What are some of your hardest deals and lessons learned?
There are always deals that die in due diligence. Hopefully, they die earlier than later because you have out-of-pocket costs. We have one deal that we really liked that was upstate New York, in the vicinity of Ithaca College, it sat on a lot of excess land that was zoned for industrial or multifamily, whatever I wanted to build there. Basically, the land was free, it was a covered land play with a lot of excess land where the current ownership had already gone through the PUD approval with the municipality. I just needed a site plan.
In the middle of due diligence, the seller told me that their major tenant called them and said that they don't need all the space, they want to renegotiate the lease and give back 20% of the space. I said I don't want to deal with this now. And then the lender's appraiser found that was a sublet listing on Costar for the space. Unfortunately for the sellers, who were all in their late 70s and early 80s, they've owned this for quite some time, they asked me, what do we do? I said, you really don't have a choice but to renegotiate their lease now and ask them for another five or seven years before their options because three years from now, when they are up for renewals, they got you, and they'll tell you what they're going to pay. Here, you still have a little bit of strength. They ended up taking my advice, and they took back the idea, they brought down the rent a little bit, and they have seven years left before five-year options. But unfortunately, based on the revised income, I couldn't stand behind the price anymore.

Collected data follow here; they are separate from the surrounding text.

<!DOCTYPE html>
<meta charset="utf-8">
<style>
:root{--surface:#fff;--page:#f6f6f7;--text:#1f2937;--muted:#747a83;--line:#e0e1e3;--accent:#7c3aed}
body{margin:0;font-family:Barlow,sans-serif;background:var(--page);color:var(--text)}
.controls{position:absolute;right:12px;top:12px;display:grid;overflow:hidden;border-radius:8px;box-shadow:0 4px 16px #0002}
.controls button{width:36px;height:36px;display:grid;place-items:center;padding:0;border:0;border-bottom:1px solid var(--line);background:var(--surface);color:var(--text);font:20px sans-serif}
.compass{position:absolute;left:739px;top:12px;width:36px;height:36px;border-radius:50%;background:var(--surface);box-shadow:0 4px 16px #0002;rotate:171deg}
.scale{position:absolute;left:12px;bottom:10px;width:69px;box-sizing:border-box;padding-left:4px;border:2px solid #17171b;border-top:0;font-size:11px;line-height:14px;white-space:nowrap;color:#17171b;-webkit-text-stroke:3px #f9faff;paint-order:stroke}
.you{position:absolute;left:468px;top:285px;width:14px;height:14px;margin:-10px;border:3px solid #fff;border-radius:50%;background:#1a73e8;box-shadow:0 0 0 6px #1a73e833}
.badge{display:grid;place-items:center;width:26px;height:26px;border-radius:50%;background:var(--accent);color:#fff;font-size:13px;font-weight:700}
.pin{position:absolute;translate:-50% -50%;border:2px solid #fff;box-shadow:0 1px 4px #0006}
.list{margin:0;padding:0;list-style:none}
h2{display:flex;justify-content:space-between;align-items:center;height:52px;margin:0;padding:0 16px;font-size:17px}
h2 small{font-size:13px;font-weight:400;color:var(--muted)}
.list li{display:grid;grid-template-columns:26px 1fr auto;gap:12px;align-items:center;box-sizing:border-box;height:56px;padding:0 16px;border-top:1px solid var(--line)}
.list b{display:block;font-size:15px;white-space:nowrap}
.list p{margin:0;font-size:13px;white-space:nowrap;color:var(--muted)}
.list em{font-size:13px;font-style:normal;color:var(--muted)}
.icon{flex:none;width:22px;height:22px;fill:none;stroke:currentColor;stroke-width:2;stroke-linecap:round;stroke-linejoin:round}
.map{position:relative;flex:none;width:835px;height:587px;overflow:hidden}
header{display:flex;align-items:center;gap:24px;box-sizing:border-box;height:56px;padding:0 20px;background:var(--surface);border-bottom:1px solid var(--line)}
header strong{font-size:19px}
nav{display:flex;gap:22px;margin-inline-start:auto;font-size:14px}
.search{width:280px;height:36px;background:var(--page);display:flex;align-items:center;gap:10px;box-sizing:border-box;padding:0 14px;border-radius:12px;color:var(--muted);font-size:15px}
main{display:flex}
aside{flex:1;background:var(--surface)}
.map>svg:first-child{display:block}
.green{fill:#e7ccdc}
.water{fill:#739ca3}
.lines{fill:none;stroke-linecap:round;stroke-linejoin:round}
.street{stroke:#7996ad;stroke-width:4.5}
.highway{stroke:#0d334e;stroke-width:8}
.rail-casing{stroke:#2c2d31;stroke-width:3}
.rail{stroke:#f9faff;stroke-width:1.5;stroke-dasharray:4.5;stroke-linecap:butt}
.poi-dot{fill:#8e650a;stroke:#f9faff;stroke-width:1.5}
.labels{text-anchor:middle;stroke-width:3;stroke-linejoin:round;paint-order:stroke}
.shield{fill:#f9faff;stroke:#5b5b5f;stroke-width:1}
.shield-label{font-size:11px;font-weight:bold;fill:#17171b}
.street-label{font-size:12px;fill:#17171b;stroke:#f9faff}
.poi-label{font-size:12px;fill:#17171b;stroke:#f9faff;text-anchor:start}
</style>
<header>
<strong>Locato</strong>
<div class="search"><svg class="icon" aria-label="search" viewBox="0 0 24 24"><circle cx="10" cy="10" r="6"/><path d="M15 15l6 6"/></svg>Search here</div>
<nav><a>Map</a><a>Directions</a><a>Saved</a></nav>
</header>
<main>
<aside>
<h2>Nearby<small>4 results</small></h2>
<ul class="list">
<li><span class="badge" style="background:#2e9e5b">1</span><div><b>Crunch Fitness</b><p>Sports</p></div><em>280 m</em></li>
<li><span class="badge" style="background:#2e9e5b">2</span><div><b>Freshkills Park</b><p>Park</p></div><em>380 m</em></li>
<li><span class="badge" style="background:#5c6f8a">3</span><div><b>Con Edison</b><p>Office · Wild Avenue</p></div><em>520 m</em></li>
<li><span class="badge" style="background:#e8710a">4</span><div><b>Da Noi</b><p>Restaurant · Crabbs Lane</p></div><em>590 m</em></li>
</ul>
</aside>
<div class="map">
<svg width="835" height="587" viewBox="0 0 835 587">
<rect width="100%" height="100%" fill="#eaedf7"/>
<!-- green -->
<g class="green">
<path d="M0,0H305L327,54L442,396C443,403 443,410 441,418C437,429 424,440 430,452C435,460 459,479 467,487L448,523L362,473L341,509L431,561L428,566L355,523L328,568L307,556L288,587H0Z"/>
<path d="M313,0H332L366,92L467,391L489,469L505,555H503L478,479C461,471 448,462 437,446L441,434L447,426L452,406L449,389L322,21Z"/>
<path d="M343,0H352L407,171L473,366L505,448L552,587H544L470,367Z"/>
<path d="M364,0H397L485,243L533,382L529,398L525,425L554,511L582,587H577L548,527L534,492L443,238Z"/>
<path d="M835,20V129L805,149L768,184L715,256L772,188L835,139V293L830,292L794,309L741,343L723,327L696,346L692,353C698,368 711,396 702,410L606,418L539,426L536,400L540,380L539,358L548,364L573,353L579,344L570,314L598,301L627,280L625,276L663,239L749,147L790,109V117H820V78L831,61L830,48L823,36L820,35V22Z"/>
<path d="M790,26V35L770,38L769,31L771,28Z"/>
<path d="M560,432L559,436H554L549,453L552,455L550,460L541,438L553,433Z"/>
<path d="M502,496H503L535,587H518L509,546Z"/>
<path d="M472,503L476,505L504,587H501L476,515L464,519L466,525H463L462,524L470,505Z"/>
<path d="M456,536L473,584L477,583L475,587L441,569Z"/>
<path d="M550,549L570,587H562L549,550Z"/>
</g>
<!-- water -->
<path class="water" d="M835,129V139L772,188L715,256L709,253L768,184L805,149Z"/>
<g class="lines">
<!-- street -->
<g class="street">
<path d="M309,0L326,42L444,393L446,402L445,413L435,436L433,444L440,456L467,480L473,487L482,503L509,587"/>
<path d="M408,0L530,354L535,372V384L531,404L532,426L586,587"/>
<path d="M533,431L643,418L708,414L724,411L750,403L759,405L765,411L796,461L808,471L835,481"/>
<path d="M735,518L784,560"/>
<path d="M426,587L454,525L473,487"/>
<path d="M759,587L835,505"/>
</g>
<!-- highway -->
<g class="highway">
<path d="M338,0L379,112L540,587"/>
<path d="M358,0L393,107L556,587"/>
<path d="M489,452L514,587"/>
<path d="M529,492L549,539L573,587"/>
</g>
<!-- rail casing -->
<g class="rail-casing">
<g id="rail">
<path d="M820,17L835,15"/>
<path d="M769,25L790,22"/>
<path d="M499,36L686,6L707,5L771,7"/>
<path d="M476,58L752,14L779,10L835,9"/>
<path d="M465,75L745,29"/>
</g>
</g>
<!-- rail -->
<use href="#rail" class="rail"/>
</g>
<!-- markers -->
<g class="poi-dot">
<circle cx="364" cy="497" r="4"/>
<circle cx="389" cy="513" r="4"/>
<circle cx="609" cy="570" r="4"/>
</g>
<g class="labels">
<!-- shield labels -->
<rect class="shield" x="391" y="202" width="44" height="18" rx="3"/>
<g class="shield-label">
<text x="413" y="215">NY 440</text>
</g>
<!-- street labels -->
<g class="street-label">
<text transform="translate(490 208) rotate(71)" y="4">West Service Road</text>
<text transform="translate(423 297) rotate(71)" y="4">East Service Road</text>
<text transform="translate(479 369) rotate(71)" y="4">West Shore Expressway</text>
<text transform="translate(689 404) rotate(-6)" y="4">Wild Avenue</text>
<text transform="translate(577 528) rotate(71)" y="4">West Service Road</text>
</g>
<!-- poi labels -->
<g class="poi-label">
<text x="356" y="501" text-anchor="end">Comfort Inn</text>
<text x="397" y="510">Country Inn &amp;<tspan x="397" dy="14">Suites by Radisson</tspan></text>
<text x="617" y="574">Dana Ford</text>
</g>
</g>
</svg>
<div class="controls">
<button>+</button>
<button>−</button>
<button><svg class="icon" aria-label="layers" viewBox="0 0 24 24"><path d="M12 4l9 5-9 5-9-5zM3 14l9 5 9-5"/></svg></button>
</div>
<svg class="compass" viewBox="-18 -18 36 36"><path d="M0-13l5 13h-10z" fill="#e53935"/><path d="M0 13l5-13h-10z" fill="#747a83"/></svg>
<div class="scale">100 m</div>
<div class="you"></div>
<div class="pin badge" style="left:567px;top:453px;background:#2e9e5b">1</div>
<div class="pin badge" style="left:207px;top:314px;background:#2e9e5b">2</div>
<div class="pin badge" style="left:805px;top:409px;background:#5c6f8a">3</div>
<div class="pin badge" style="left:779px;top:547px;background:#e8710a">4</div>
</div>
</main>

There's always going to be deals in due diligence that die in due diligence. And there's no way to flush those out in advance. One thing I do with commercial buildings is I like to get the 10 largest tenants on the telephone and interview them. How's business? How many people? What are you doing? Are you back in the office? Are you still remote? How's the square footage working out for you? You flush a lot of these things out when you have those interviews. Don't just rely on an engineering report, an appraisal, and the financials because the tenants are going to tell what you the future of the building will be after the close.